## Simple Neural Network vs Convolution Neural Network

### Fundamental difference between a densely connected layer and a convolution layer is
 - Dense layers learn global patterns in their input feature space
 - Convolution layers learn local patterns (pattern found in small 2D windows (kernels), e.g. in case of MNIST example 3x3 windows/kernels)

### Two interesting properties of ConvNet:
 - The patterns they learn are translation invarient. After learning a certain pattern in the lower-right corner of a picture, a convnet can recognize it anywhere: for example, in the upper-left corner. A densely connected network would have to learn the pattern anew if it appeared at a new location. This makes convnets data efficient when processing images (because the visual world is fundamentally translation invariant): they need fewer training samples to learn representations that have generalization power.
 - They can learn spatial hierarchies of patterns. A first convolution layer will learn small local patterns such as edges, a second convolution layer will learn larger patterns made of the features of the first layers, and so on. This allows convnets to efficiently learn increasingly complex and abstract visual concepts.

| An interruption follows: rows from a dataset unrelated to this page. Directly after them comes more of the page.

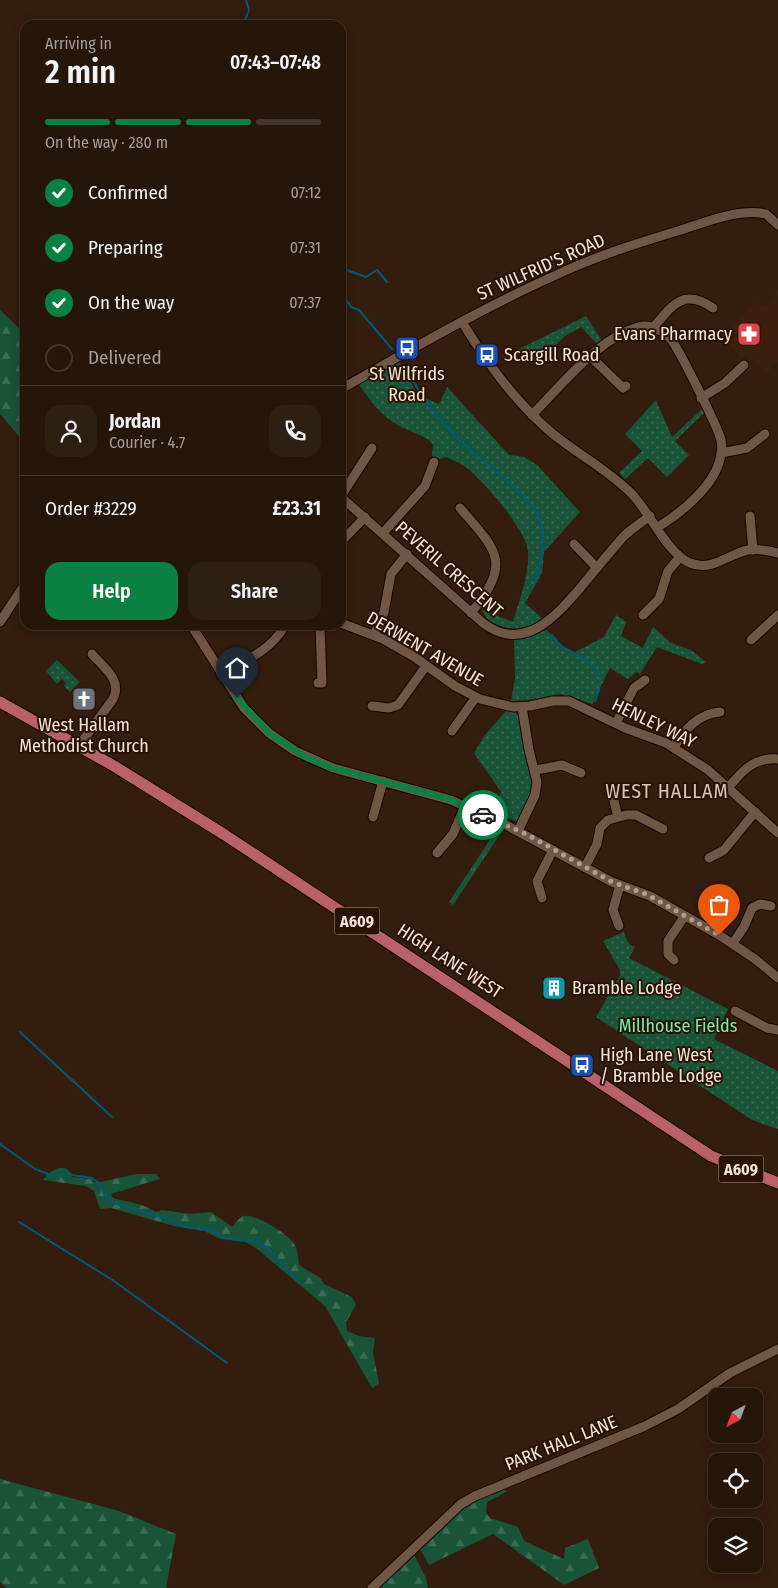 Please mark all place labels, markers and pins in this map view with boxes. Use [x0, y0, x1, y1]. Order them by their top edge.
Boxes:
pharmacy icon: Evans Pharmacy [736, 321, 762, 347]
place label: Evans Pharmacy [614, 323, 732, 345]
bus stop icon: St Wilfrids Road [394, 335, 420, 361]
bus stop icon: Scargill Road [474, 342, 500, 368]
place label: Scargill Road [504, 344, 599, 366]
place label: St Wilfrids Road [369, 363, 445, 406]
pin [216, 647, 258, 698]
church icon: West Hallam Methodist Church [71, 686, 97, 712]
place label: West Hallam Methodist Church [19, 714, 149, 757]
pin [698, 884, 740, 935]
building icon: Bramble Lodge [541, 975, 567, 1001]
place label: Bramble Lodge [572, 977, 681, 999]
place label: High Lane West / Bramble Lodge [600, 1044, 722, 1087]
bus stop icon: High Lane West / Bramble Lodge [569, 1052, 595, 1078]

Convolutions operate over 3D tensors, called feature maps, with two spatial axes (height and width) as well as a depth axis (also called the channels axis).The convolution operation extracts patches from its input feature map and applies the same transformation to all of these patches, producing an 3D output feature map.
 - In the MNIST example, the first convolution layer takes a feature map of size (28, 28, 1) and outputs a feature map of size (26, 26, 32): it computes 32 filters over its input. Each of these 32 output channels contains a 26 × 26 grid of values, which is a response map of the filter over the input, indicating the response of that filter pattern at different locations in the input. That is what the term feature map means: every dimension in the depth axis is a feature (or filter), and the 2D tensor output[:, :, n] is the 2D spatial map of the response of this filter over the input.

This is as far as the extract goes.